Set down the first line below and each line after it, ending with the one that holds "2px #adb4b8) drop-shadow(0". Pictures do not belong in the copy.

SUPPLIED RECORDS Start Marker

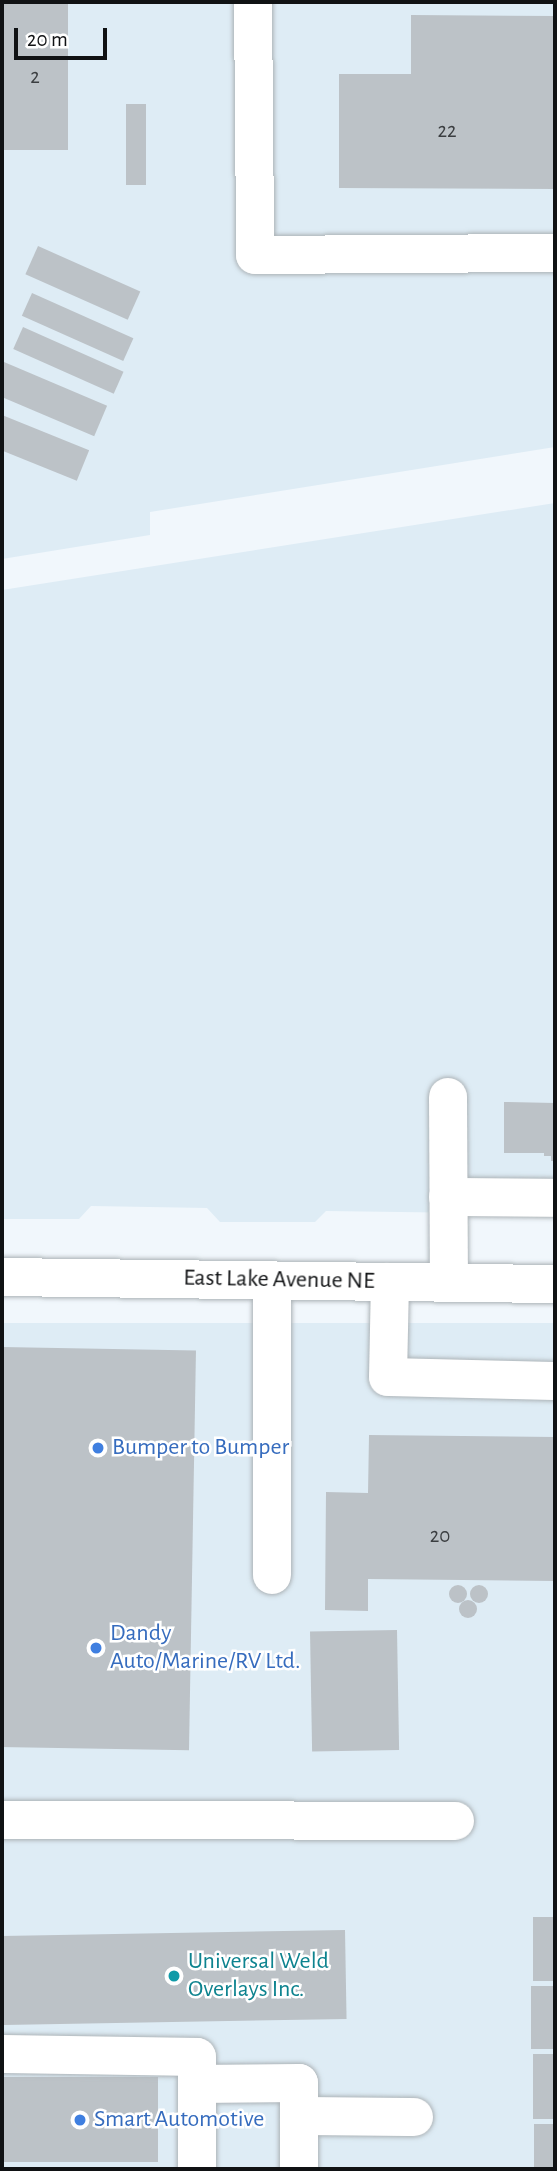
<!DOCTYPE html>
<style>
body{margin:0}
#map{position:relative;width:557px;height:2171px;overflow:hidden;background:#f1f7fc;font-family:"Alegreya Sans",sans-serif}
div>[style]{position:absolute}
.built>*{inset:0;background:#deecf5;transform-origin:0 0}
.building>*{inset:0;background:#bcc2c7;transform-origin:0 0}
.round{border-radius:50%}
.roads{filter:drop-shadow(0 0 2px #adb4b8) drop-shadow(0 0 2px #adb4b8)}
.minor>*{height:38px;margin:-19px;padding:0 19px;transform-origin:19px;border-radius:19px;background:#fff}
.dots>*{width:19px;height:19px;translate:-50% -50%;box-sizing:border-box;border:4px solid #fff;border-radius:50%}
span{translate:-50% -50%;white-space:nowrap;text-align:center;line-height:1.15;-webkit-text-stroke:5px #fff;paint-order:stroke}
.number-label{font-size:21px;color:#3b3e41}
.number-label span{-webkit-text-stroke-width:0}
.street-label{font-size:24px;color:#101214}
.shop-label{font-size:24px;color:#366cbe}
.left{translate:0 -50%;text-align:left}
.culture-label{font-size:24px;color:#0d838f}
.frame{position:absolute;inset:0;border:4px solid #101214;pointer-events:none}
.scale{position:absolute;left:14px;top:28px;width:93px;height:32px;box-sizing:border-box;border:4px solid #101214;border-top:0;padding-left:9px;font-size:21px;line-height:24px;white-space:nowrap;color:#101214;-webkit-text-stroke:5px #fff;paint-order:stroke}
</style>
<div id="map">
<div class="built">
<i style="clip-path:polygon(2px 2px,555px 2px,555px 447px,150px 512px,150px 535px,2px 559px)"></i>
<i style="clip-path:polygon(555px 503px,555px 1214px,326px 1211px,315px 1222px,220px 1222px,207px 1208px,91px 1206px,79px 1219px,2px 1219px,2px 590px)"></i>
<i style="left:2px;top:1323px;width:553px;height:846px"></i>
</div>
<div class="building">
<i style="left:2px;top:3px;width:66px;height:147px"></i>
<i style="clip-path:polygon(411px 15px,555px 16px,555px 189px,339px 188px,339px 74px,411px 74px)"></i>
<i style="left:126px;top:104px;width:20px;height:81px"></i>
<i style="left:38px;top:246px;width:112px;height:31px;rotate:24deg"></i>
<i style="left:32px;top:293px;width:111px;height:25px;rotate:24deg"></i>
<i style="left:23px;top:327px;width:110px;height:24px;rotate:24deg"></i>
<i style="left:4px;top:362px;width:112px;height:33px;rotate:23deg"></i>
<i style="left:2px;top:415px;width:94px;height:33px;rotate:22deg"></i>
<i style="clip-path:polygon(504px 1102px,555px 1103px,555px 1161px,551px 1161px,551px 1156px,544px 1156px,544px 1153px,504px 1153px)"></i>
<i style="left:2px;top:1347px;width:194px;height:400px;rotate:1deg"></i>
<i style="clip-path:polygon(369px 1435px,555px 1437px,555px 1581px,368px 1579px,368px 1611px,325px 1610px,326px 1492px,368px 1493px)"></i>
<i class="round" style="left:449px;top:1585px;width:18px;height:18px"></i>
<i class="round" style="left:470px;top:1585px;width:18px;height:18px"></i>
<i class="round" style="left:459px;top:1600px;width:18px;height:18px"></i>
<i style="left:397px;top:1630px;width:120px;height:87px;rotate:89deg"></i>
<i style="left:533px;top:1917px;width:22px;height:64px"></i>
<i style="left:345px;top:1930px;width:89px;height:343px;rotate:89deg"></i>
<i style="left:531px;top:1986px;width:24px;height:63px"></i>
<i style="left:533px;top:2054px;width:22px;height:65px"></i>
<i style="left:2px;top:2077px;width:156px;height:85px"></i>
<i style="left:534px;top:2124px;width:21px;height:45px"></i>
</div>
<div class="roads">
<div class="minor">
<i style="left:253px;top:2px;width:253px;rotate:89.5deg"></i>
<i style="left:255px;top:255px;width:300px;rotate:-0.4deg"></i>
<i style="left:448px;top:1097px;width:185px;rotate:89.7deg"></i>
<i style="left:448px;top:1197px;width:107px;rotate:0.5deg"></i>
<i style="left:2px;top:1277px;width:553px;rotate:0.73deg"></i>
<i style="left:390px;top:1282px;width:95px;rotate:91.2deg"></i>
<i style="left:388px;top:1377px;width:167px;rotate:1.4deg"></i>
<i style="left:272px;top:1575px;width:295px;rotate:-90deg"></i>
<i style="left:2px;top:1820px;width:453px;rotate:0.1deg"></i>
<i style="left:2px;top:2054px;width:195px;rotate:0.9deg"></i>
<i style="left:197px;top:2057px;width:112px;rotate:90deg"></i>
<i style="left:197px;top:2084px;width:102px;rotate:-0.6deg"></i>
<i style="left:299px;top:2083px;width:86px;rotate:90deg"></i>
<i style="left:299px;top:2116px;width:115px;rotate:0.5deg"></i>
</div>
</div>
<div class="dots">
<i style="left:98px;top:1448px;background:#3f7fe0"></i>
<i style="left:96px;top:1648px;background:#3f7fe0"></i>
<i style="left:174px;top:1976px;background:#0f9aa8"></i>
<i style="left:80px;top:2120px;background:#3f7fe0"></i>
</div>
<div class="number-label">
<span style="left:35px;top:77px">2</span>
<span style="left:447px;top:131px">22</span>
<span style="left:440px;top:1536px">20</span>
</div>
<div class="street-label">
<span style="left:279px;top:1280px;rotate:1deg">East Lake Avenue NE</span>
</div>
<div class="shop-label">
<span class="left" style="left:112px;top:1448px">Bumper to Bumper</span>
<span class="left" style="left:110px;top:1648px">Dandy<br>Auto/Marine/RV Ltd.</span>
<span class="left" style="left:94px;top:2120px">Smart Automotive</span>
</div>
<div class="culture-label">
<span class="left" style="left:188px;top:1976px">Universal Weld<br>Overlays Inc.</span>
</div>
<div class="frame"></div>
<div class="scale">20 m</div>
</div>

SUPPLIED RECORDS End Marker

- _COMPLETED EXERCISE_
<!DOCTYPE html>
<style>
body{margin:0}
#map{position:relative;width:557px;height:2171px;overflow:hidden;background:#f1f7fc;font-family:"Alegreya Sans",sans-serif}
div>[style]{position:absolute}
.built>*{inset:0;background:#deecf5;transform-origin:0 0}
.building>*{inset:0;background:#bcc2c7;transform-origin:0 0}
.round{border-radius:50%}
.roads{filter:drop-shadow(0 0 2px #adb4b8) drop-shadow(0 0 2px #adb4b8)}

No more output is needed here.